Must Read Blog February 24, 2021

Beyond the Noise: Enrollment Marketing – Getting Back to Normal?

We are excited to share that in the five months since its launch, the Tyton Partners’ Center for Higher Education Transformation has begun work on a number of exciting projects, including several potential partnership initiatives, as well as efforts to help institutions catalyze new growth and reimagine their approach to online program offerings. As challenging as managing through the pandemic has been over the past 12 months for most institutions, we believe it has energized many leaders’ sense of what is possible as they work through existing and anticipated obstacles. As one example, we note the announcement this month by Morehouse College that it will partner with 2U to offer affordable online degree completion programs beginning next fall. This game-changing offering, born from the urgency of the pandemic, is a great silver lining both for Morehouse, as well as the working adult students the program will surely benefit. If we can help you locate silver linings, please don’t hesitate to reach out.

Enrollment Marketing: Getting Back to Normal?

The pandemic has catalyzed material (and likely irreversible) changes to the higher education marketing and enrollment environment. It has, of course, forced much of the face-to-face interaction between prospective students and universities online as high school fairs and campus tours have been suspended indefinitely. It has also accelerated a movement away from the standardized admissions tests (SAT and ACT) that both help schools evaluate applicants and provide valuable demographic and contact information that schools use to target prospective families with mailed and emailed outreach.
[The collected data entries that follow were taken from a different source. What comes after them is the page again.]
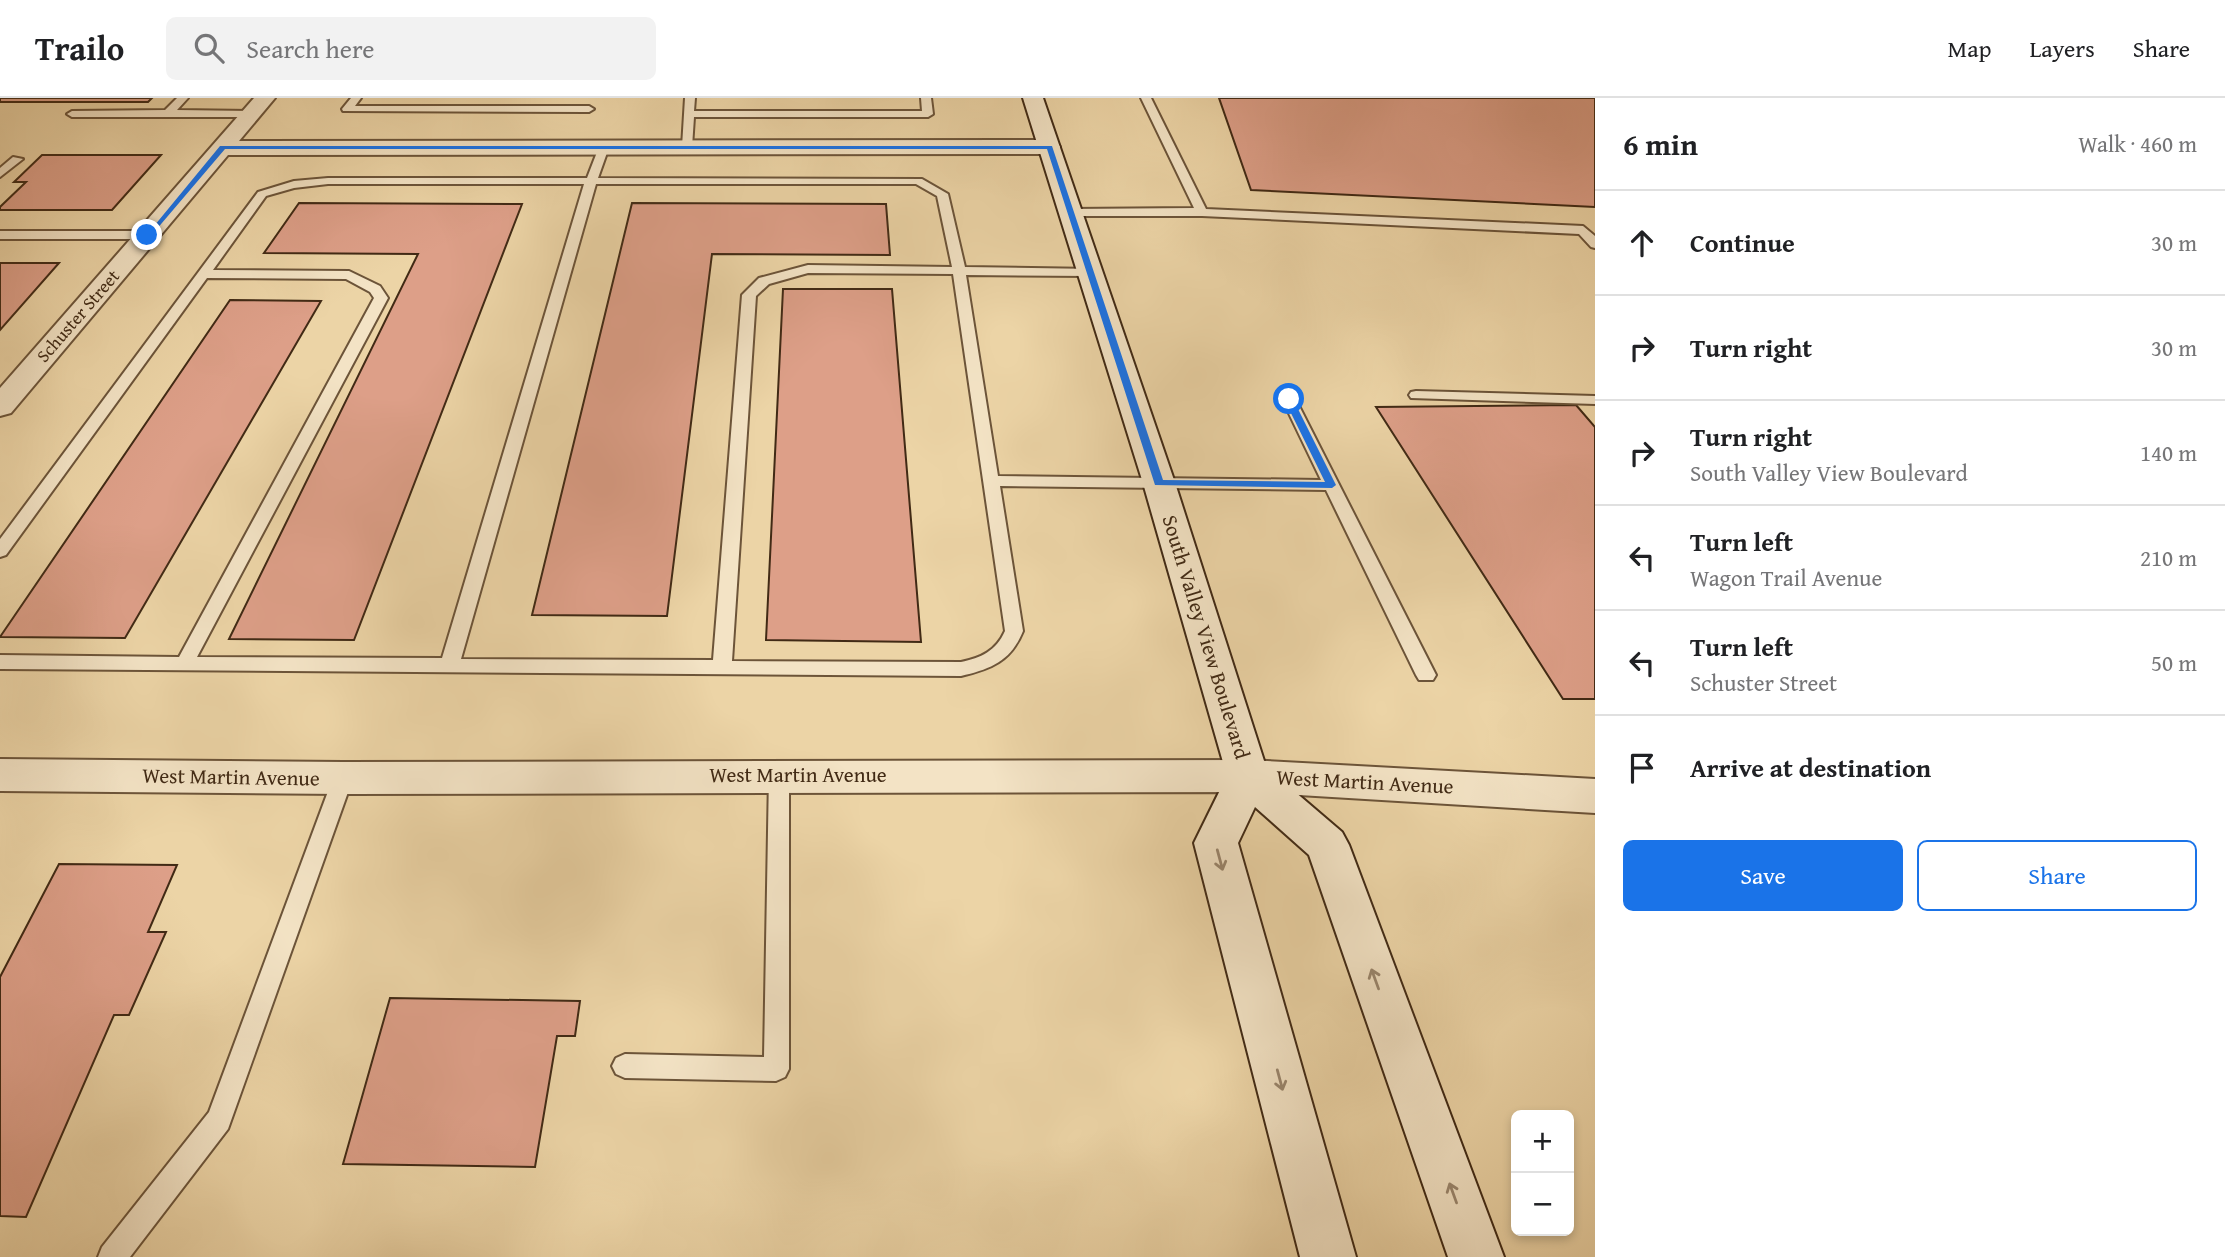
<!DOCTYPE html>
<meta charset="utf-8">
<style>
body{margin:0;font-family:"Gentium Book Plus",serif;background:#f2f2f2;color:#202124}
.controls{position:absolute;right:21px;bottom:21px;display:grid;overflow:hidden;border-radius:10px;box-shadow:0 4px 10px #0003}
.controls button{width:63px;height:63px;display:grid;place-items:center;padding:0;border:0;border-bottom:2px solid #e0e0e0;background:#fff;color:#202124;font:35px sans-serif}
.stop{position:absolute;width:21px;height:21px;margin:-16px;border:5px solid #1a73e8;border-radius:50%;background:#fff}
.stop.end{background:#1a73e8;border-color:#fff;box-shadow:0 2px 7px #0008}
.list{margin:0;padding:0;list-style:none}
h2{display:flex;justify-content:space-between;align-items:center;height:91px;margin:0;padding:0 28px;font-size:30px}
h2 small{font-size:23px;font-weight:400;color:#757577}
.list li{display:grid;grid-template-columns:46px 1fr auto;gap:21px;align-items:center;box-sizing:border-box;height:105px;padding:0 28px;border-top:2px solid #e0e0e0}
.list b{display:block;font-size:26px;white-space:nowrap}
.list p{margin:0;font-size:23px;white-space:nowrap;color:#757577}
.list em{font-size:23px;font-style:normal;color:#757577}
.actions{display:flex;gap:14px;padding:21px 28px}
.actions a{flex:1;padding:16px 0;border:2px solid #1a73e8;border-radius:10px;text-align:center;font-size:24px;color:#1a73e8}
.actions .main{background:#1a73e8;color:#fff}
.icon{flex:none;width:38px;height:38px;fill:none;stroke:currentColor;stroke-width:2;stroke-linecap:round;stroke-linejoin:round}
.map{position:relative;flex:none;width:1595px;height:1159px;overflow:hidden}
header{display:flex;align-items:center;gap:42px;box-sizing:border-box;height:98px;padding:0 35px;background:#fff;border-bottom:2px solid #e0e0e0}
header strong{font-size:33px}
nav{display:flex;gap:38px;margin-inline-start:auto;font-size:24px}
.search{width:490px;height:63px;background:#f2f2f2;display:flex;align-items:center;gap:18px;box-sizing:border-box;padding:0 24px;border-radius:10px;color:#757577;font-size:26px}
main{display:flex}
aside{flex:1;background:#fff}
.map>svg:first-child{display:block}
</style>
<header>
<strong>Trailo</strong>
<div class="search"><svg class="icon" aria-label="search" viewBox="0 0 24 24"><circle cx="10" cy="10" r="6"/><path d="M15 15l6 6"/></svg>Search here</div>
<nav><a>Map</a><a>Layers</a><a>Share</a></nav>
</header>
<main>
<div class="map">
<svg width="1595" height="1159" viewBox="0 0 1595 1159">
<rect width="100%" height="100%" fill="#ecd4a6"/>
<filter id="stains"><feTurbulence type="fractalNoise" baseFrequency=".00286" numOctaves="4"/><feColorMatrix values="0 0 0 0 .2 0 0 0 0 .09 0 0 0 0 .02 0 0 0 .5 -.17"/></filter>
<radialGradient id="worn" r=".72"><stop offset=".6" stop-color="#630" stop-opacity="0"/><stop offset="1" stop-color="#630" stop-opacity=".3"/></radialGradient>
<path fill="#dd9f88" stroke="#412a15" stroke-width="2" d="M 0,0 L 152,0 L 148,4 L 0,4 Z
M 1219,0 L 1595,0 L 1595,109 L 1251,92 Z
M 42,57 L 161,57 L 112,112 L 0,112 L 0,109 L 26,84 L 14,84 Z
M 299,105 L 522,106 L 354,542 L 229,541 L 418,156 L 264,155 Z
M 632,105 L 886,106 L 890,157 L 712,156 L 667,518 L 532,517 Z
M 0,165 L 59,165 L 0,232 Z
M 783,191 L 892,191 L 921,544 L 766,542 Z
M 230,202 L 321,203 L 125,540 L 0,539 Z
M 1576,307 L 1595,329 L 1595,601 L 1563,601 L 1376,309 Z
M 59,766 L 177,767 L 148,834 L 166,834 L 129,917 L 114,917 L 26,1119 L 0,1118 L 0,879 Z
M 390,900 L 580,903 L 575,938 L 557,938 L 535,1069 L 343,1066 Z"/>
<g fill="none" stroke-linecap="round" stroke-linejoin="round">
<g stroke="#6c5439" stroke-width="4">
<path id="lane" d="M 177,0 L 188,0 L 177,12 L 251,13 L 256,16 L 251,19 L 72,19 L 67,16 L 72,13 L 165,12 Z
M 351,0 L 361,0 L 355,8 L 589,8 L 594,11 L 589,14 L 343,13 L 342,11 Z
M 685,0 L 695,0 L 694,13 L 922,13 L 921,0 L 931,0 L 933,16 L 928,19 L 694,19 L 692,49 L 687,52 L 682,49 Z
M 1141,0 L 1151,0 L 1206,111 L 1583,128 L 1595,138 L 1595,150 L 1591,149 L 1579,136 L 1202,118 L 1066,118 L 1064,115 L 1070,111 L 1194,110 Z
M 604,46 L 609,49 L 598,80 L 922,81 L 948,96 L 965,169 L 1095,171 L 1096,174 L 1090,178 L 966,177 L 998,378 L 1321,382 L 1282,301 L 1284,298 L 1294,298 L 1436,577 L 1433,582 L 1419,582 L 1416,577 L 1326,392 L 1000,388 L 1023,533 C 1011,563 991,571 961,578 L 0,571 L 0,557 L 179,559 L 374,200 L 370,194 L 346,181 L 207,180 L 6,457 L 0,459 L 0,441 L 258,94 L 294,83 L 328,80 L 587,80 L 599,49 ZM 328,86 L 584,86 L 442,560 L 197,559 L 388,200 L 380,188 L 349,173 L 213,172 L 266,98 L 294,90 ZM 596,86 L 916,86 L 937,98 L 952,169 L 808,167 L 759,180 L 742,197 L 713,562 L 461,561 ZM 808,175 L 953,176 L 1005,533 C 996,553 981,560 961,564 L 732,563 L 756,198 L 769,186 Z
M 13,59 L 23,61 L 0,79 L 0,70 Z
M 0,133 L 147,133 L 153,137 L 147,141 L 0,141 Z
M 1416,293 L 1595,298 L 1595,306 L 1411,300 L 1409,297 L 1411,294 Z
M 779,669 L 786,671 L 789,677 L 789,971 L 785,979 L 776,983 L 625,980 L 616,976 L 612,968 L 616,960 L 625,956 L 764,959 L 769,677 L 772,671 Z
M 343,672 L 350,674 L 353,680 L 228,1031 L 130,1159 L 98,1159 L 102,1149 L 209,1014 L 333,680 L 336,674 Z"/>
</g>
<g stroke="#6c5439" stroke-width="4">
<path id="street" d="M 254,0 L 275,0 L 239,43 L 1049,42 L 1057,44 L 1060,49 L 1057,54 L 1049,56 L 228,57 L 11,315 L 0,318 L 0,290 Z
M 0,661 L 343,664 L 1248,662 L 1595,681 L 1595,715 L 1248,694 L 343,696 L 0,693 Z"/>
</g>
<g stroke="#412a15" stroke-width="4">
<path id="secondary" d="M 1023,0 L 1043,0 L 1175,385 L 1266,669 L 1342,734 L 1349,747 L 1504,1159 L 1448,1159 L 1309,757 L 1255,709 L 1238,745 L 1356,1159 L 1300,1159 L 1194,745 L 1227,678 L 1143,385 Z"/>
</g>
<use href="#lane" fill="#f3e3c5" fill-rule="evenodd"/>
<use href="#street" fill="#f3e3c5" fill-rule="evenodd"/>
<use href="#secondary" fill="#f3e3c5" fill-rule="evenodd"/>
</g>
<defs><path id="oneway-shaft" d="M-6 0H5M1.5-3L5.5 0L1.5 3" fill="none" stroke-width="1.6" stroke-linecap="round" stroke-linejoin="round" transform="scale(1.75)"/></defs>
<g stroke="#9a866d">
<use href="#oneway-shaft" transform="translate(1220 762) rotate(75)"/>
<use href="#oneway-shaft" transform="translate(1375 881) rotate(-110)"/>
<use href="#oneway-shaft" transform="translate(1280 982) rotate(75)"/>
<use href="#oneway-shaft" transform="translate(1453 1095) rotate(-110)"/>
</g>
<path fill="#1a73e8" d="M 220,48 L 1052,48 L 1163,382 L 1325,384 L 1284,301 L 1289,299 L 1293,301 L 1336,387 L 1332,390 L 1155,387 L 1047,51 L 225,51 L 150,139 L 145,139 Z"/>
<g text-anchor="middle" stroke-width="5" stroke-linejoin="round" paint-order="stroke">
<g font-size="18" fill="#412a15" stroke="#f3e3c5">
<text transform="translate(78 218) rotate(-49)" y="6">Schuster Street</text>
</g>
<g font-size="21" fill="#412a15" stroke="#f3e3c5">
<text transform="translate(1206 539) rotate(73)" y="7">South Valley View Boulevard</text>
<text x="798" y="684">West Martin Avenue</text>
<text transform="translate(231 679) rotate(1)" y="7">West Martin Avenue</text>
<text transform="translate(1365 684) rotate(3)" y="7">West Martin Avenue</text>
</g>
</g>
<rect width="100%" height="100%" filter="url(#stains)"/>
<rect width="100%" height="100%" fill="url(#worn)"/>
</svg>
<div class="controls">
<button>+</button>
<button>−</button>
</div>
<div class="stop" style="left:1289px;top:301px"></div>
<div class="stop end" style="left:147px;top:137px"></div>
</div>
<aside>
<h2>6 min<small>Walk · 460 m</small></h2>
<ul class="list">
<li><svg class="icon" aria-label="ahead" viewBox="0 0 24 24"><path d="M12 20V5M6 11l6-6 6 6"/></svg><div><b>Continue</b></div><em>30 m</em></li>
<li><svg class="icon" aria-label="right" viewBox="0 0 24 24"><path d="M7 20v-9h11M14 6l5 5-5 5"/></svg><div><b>Turn right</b></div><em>30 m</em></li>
<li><svg class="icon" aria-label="right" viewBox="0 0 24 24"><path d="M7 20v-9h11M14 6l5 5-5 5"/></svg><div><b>Turn right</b><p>South Valley View Boulevard</p></div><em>140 m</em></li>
<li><svg class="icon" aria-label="left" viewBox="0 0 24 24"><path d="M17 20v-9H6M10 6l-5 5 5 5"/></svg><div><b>Turn left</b><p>Wagon Trail Avenue</p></div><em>210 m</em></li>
<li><svg class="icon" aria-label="left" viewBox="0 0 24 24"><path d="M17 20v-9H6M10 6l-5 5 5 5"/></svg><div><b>Turn left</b><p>Schuster Street</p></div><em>50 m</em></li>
<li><svg class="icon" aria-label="arrive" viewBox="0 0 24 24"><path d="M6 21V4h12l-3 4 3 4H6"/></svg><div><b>Arrive at destination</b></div></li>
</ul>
<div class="actions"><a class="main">Save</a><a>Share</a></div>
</aside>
</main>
The decision by most schools to make the tests optional or to not accept them at all began as a response to the pandemic, but for many is likely to become permanent as public concerns about their role in perpetuating obstacles to diversity, equity, and inclusion in college enrollment gain traction. Critics of the tests demean their usefulness in evaluating candidates. Indeed, the solution for the loss of this data and the ability of selective schools to screen out large numbers of applicants is seemingly for admissions departments to work harder to evaluate individual applications.

Yet this is only one function of the data captured by the tests; the other is, of course, the personal data of the test takers, which institutions also rely on to target prospective students. Even as the critics of the tests want to see colleges and universities expand their access to racially minoritized populations and otherwise qualified students that may be poverty-affected, the schools themselves continue to operate within an economic model that relies on a minimum number of affluent, full tuition paying students. Undoing the standardized test data and the all-knowing zip code data that comes with it, removes an income screening tool as well.

Solving this increasingly complex challenge creates opportunities for service providers of all types and is likely to create a host of new winners in the private sector with new and evolving business models aimed both at students and at schools. A far more robust landscape is emerging of privately funded consumer-facing sites and tools that aid students in searching schools and signaling their interest to those schools. This includes tools like Naviance and Intersect which were acquired last week by PowerSchool for $320 million, as well as tools like RaiseMe, acquired last year by CampusLogic aimed at finding new ways to identify interest from more economically challenged but promising prospects. The College Board and ACT, established players facing significant disruptions in their core assessment businesses, sit on significant balance sheets that enable potential pivots into new alternatives. Other non-profit players such as CommonApp, Coalition for College, and National Student Clearinghouse also have a meaningful stake in the evolution of this interaction between prospective students and schools. For institutions, the future likely includes more sophisticated customer relationship management (CRM) tools aimed at fielding, tracking, and managing student interest more specifically and adroitly. Last year Liaison acquired rival TargetX to create a higher education CRM powerhouse.

Apart from the implications for screening applicants, the decline of standardized tests over the next several years suggests a period of radical change for enrollment marketing. Admissions officers will increasingly be challenged by stakeholders around their institutions to simultaneously identify and attract well-qualified poverty-affected and minority applicants and reduce their reliance on legacy admissions, while maintaining a viable balance of equally qualified full-tuition students. And though we don’t imagine that students and institutions won’t be able to find one another, we are confident the ways in which they accomplish that will undergo radical change over the next 10 years, with equally significant shifts in the fortunes of those organizations that currently support enrollment marketing.